China's official data show economic growth slowing but skeptics say the downturn is much deeper than Beijing admits.

The latest data Tuesday showed growth in the world's No. 2 economy eased to a six-year low of 6.9 percent in the third quarter after expanding 7 percent in each of the previous two quarters. Some economists, however, say this year's true rate might be as low as 4 percent.

The doubters say while China faces the same challenges as other developing countries in keeping track of fast-changing industries, its data discrepancies are more extreme. Some see a conscious effort to avoid the political cost of admitting the slump is more severe.

"I think here is a certain amount of pressure on the statistics bureau to publish a figure that is reasonably in line with the government's target," said Julian Evans-Pritchard, China economist for Capital Economics.

China's statistics agency says the figures are accurate.

Economic growth and whether Beijing can hit this year's growth target of "about 7 percent" are especially sensitive for the ruling Communist Party, which relies on rising living standards to help sustain public acceptance of its monopoly on power.

China's growth is a subject of intense interest among foreign companies that covet its 1.4 billion potential consumers. An unrealistically rosy view could hamper their ability to plan for economic changes. Any move by Beijing to revise growth downward might dent confidence abroad by reducing China's contribution to an already lackluster global recovery.

Most of China's 5-year-old growth decline is self-imposed as communist leaders try to nurture self-sustaining growth based on domestic consumption and services instead of exports and investment. Ruling party leaders have affirmed their commitment to a "new normal" of slower stable growth but need to shore up public confidence as wrenching changes occur.

This week's figures suggest that rebalancing is gaining traction. Growth in factory output slowed in September while retail sales accelerated. Still, some analysts asked how service industries such as banking and tourism could do as well as official data showed.

Complicating the picture are experts who believe China's economy is significantly bigger than the government reports.

They blame a data collection system created in 1993, when China was just emerging as a manufacturing power and had few technology and service businesses.

"Beijing is measuring a 2015 economy using a 20-year-old framework," said Daniel H. Rosen and Beibei Bao of Rhodium Group, a research firm, in a report in September.

The government didn't collect data on thriving service industries until 2005. Once it did that, the official size of China's economy abruptly increased by 17 percent, propelling it past Italy as the sixth-largest.

In their report, Rosen and Bao said Chinese data still fail to reflect the true value of real estate, retailing and other service industries, as well as of research and development.

Rosen and Bao suggest China's antiquated system might hide the fact that its economy, due to overtake the United States as No. 1 in the next decade, is at least $1 trillion bigger than reported.

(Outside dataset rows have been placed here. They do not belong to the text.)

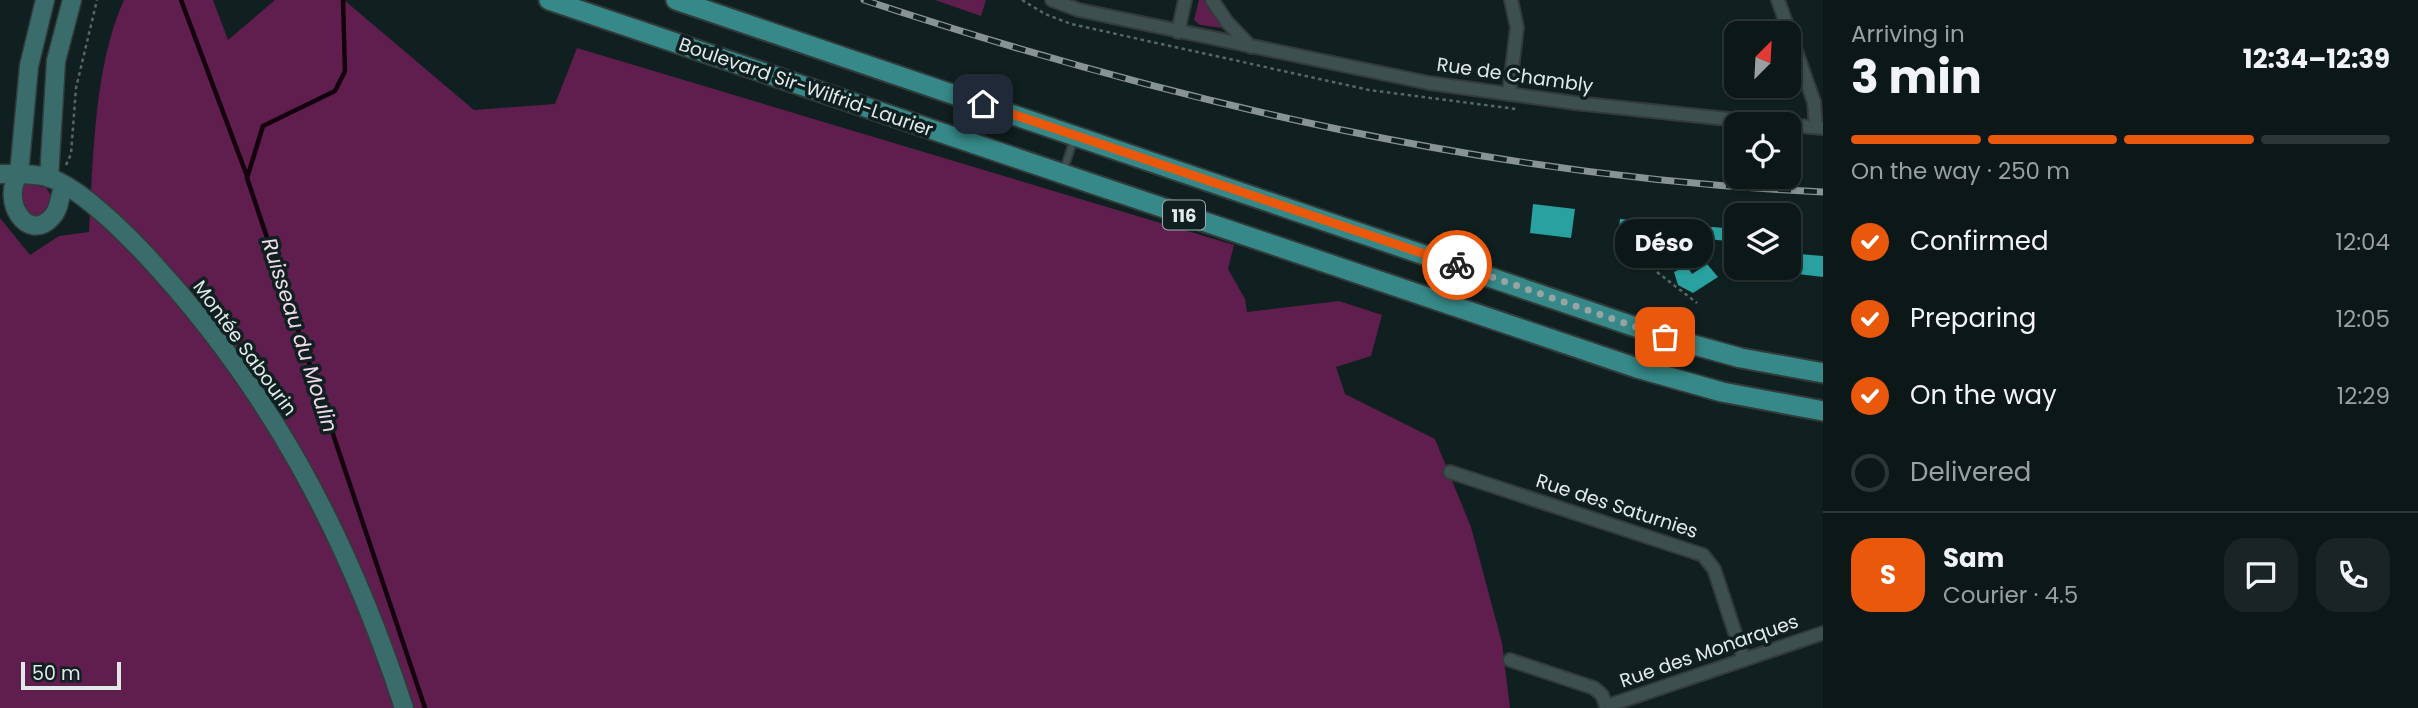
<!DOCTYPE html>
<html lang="en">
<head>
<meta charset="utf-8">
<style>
  :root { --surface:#0c1717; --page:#1a2424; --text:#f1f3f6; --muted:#9a9fa1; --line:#2c3636; --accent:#ea580c }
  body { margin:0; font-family:Poppins,sans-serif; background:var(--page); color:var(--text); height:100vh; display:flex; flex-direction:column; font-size:26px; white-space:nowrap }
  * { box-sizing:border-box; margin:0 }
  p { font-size:23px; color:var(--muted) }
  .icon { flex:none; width:38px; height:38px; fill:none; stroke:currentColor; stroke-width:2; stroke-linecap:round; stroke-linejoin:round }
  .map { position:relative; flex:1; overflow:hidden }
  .drawer { display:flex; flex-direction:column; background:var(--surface); width:595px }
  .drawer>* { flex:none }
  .needle { width:46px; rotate:24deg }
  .controls { position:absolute; left:1724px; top:21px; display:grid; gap:14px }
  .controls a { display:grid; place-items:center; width:77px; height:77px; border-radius:14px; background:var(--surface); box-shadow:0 2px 5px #0004,0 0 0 2px var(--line); font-size:35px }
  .scale { position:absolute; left:21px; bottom:18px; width:100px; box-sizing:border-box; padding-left:7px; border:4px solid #e1eaea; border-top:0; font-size:19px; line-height:24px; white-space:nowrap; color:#e1eaea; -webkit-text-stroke:5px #101f1f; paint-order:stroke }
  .pin { position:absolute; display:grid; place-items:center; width:60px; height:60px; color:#fff; margin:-30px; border-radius:14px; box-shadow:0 4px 10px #0006 }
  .courier { position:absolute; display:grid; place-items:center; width:70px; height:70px; margin:-35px; border:5px solid #ea580c; border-radius:50%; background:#fff; color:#222; box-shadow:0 2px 9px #0007 }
  .bubble { position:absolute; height:49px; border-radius:21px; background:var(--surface); box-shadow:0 2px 5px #0004,0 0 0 2px var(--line); font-size:23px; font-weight:700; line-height:49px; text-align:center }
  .summary em { font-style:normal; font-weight:700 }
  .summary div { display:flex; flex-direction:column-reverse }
  .summary { display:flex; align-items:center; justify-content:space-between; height:119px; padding:0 28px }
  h1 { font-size:46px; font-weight:700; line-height:52px }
  .bar { display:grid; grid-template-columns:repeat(4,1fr); gap:10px 7px; align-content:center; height:84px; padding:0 28px }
  .bar i { height:9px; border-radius:5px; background:var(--line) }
  .bar .current { background:var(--accent) }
  .bar p { grid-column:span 4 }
  .line { display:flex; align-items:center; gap:18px; padding:0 28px; border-top:2px solid var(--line) }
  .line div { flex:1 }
  .round { display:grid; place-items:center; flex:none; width:74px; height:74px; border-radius:21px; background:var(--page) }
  ol { padding:0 28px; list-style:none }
  li { display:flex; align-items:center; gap:21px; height:77px }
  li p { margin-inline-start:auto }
  li .icon { padding:7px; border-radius:50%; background:var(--accent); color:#fff; stroke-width:4 }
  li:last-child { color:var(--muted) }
  li i { width:38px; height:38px; border:4px solid var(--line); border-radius:50% }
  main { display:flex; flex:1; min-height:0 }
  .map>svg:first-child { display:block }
</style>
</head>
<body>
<main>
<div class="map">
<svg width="1823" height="708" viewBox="0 0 1823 708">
  <rect width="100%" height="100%" fill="#101f1f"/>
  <g fill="#601e4e">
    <path d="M124 0H213L228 40 275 0H344L474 110 555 104 577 48 1234 245 1228 269 1245 299 1247 312 1339 301 1382 315 1371 356 1336 367 1345 394 1435 439 1471 527 1502 643 1510 708H0V218L30 255 59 236 89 232C93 160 94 65 124 0Z"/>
    <polygon points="935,0 986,0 981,16"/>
    <polygon points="1199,0 1207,0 1223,28 1200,25 1194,20"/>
    <polygon points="27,183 46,188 51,195 48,208 39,216 29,215 19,203 23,184"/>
  </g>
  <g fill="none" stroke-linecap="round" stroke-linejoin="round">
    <g stroke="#14000d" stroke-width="4.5">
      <polyline points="181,0 247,176"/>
      <polyline points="343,0 345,71 335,91 263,126 247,178 425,708"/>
    </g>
  </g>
  <g fill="#28a1a0">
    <polygon points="1533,204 1575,209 1571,238 1530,233"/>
    <polygon points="1620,219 1736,229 1736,242 1644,232 1641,258 1616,255"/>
    <polygon points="1799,254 1823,256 1823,277 1798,274"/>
    <polygon points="1707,264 1718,277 1693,293 1678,285 1674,272 1687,266 1692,274"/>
  </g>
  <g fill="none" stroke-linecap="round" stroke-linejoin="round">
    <g stroke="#323a3a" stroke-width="10">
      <polyline id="lane" points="1063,172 1074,139"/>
    </g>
    <g stroke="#323a3a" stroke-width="16">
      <g id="street">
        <polyline points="1052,0 1079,10 1429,83 1575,103 1776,124"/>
        <polyline points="1212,0 1227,22 1251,47"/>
        <polyline points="1778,0 1814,102 1816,127"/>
        <polyline points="1178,32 1185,0"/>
        <polyline points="1509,94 1517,27 1511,0"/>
        <polyline points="1788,125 1823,128"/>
        <polyline points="1450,472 1703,555 1714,569 1744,660"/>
        <polyline points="1510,660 1594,688 1602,695 1607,708"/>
        <polyline points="1607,706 1823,633"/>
      </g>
    </g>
    <g stroke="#323a3a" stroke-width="21">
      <g id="secondary">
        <path d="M45 0 29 66 19 174C0 201 28 244 52 217 60 209 59 196 64 186"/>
        <path d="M0 174C15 174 32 173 47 177 78 186 121 229 143 252 269 386 347 534 404 708"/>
        <polyline points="49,178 56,61 72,0"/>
      </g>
    </g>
    <g stroke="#323a3a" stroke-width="23">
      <g id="primary">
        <polyline points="549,0 1637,368 1722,392 1823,411"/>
        <polyline points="676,0 1665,337 1741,358 1823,373"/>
      </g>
    </g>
    <g stroke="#596666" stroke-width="2.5" stroke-dasharray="3.5 3.5" stroke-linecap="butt">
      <polyline points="1022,0 1045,14 1071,24 1369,90 1516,109"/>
      <polyline points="66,165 71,154 76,88 97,0"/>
      <polyline points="1657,272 1697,303"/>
    </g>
    <use href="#lane" stroke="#3e4f4f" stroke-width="6"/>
    <use href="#street" stroke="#3e4f4f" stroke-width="12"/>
    <use href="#secondary" stroke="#3a6c6c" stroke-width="18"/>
    <use href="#primary" stroke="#368988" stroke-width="19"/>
    <g stroke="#889393" stroke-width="7">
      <path id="rail" d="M864 0C1175 103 1495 177 1823 192"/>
    </g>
    <use href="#rail" stroke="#101f1f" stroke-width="4.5" stroke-dasharray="13" stroke-linecap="butt"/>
  </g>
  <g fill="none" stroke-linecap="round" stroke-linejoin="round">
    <polyline stroke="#98a3a3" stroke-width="7" stroke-dasharray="0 12.6" points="1457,265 1665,337"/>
    <polyline stroke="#ea580c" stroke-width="9" points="983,104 1457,265"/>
  </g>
  <g text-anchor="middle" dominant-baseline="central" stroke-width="7" stroke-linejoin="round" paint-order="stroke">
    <rect fill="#101f1f" stroke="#a2adad" stroke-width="2" x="1163" y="200.5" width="42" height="29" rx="5"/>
    <g font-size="18" font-weight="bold" fill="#e1eaea">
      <text x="1184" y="215">116</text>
    </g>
    <g font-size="19" fill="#e1eaea" stroke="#101f1f">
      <text transform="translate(1515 75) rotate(8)">Rue de Chambly</text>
      <text transform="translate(806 87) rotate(19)">Boulevard Sir-Wilfrid-Laurier</text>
      <text transform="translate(245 348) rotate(54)">Montée Sabourin</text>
      <text transform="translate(1617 506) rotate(18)">Rue des Saturnies</text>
      <text transform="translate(1709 651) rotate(-19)">Rue des Monarques</text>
    </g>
    <g font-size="21" font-style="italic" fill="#f1dae8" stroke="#101f1f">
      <text transform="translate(300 335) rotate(72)">Ruisseau du Moulin</text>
    </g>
  </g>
</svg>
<div class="controls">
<a><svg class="needle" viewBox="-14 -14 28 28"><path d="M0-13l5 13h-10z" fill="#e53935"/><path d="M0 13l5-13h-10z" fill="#9a9fa1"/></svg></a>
<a><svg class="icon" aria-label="locate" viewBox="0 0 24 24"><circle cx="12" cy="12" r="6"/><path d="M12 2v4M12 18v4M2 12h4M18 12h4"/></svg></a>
<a><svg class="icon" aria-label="layers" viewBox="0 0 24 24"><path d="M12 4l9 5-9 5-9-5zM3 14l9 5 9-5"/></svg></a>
</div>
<div class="scale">50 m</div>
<div class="pin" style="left:1665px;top:337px;background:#ea580c"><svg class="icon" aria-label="bag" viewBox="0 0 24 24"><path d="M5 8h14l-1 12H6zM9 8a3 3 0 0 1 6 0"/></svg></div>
<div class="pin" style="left:983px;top:104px;background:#1f2937"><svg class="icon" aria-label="home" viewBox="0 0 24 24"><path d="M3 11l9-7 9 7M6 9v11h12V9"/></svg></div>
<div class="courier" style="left:1457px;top:265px"><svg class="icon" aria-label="bike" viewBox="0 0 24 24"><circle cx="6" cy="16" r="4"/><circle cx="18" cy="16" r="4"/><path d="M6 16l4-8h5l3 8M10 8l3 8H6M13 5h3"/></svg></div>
<div class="bubble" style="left:1615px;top:219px;width:98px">Déso</div>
</div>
<section class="drawer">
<div class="summary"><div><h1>3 min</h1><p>Arriving in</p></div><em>12:34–12:39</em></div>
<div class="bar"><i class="current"></i><i class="current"></i><i class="current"></i><i></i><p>On the way · 250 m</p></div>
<ol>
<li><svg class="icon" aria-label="check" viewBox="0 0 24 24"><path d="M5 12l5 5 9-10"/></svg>Confirmed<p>12:04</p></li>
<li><svg class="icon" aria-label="check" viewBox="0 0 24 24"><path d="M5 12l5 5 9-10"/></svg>Preparing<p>12:05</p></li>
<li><svg class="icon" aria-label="check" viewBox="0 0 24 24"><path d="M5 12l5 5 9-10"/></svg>On the way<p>12:29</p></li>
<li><i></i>Delivered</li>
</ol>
<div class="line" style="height:126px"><b class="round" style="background:var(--accent);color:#fff">S</b><div><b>Sam</b><p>Courier · 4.5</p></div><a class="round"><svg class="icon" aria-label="chat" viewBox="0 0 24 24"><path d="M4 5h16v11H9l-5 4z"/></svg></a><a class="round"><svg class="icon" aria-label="phone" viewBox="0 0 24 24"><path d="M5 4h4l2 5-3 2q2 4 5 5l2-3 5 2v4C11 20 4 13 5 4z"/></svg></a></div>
</section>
</main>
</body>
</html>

However, a bigger total for the size of the economy might make China's growth even slower, because it would need to generate far more new economic activity to keep expanding at the same percentage rate.

The ruling party says its growth target announced at the start of each year is for use in making budgets, not an official goal. But the public has come to take it as a promise to keep growth above that level.

Doubts emerged after 2012, when the previous decade's double-digit annual growth had cooled enough that the public began to question whether it might dip below the annual target. That led to suggestions officials might alter numbers to hit their target.

Skeptics note China's growth figures are unusually stable for an emerging economy, often changing by less than one percentage point from one quarter to the next.

"I think the consensus is that the data are being smoothed," said economist Wei Li at Commonwealth Bank of Australia. "That means in good times, the official number is below the real growth rate, and in bad or sensitive times, then the official number is better than the real growth rate."

A key dispute is over an accounting technique called a deflator, a number that is subtracted from the reported amounts for economic activity to remove inflation so the final figure reflects the real amount of goods and services produced.

Some economists suggest the National Bureau of Statistics fails to factor out all price changes, leading to an inflated growth figure.

A better option would be for China to ditch growth targets and focus on reform, "where they are actually making a lot of progress," said Evans-Pritchard.

"The problem they face now is that if they do acknowledge the real weakness in the economy, confidence will take a hit," he said. "They have created this dilemma for themselves."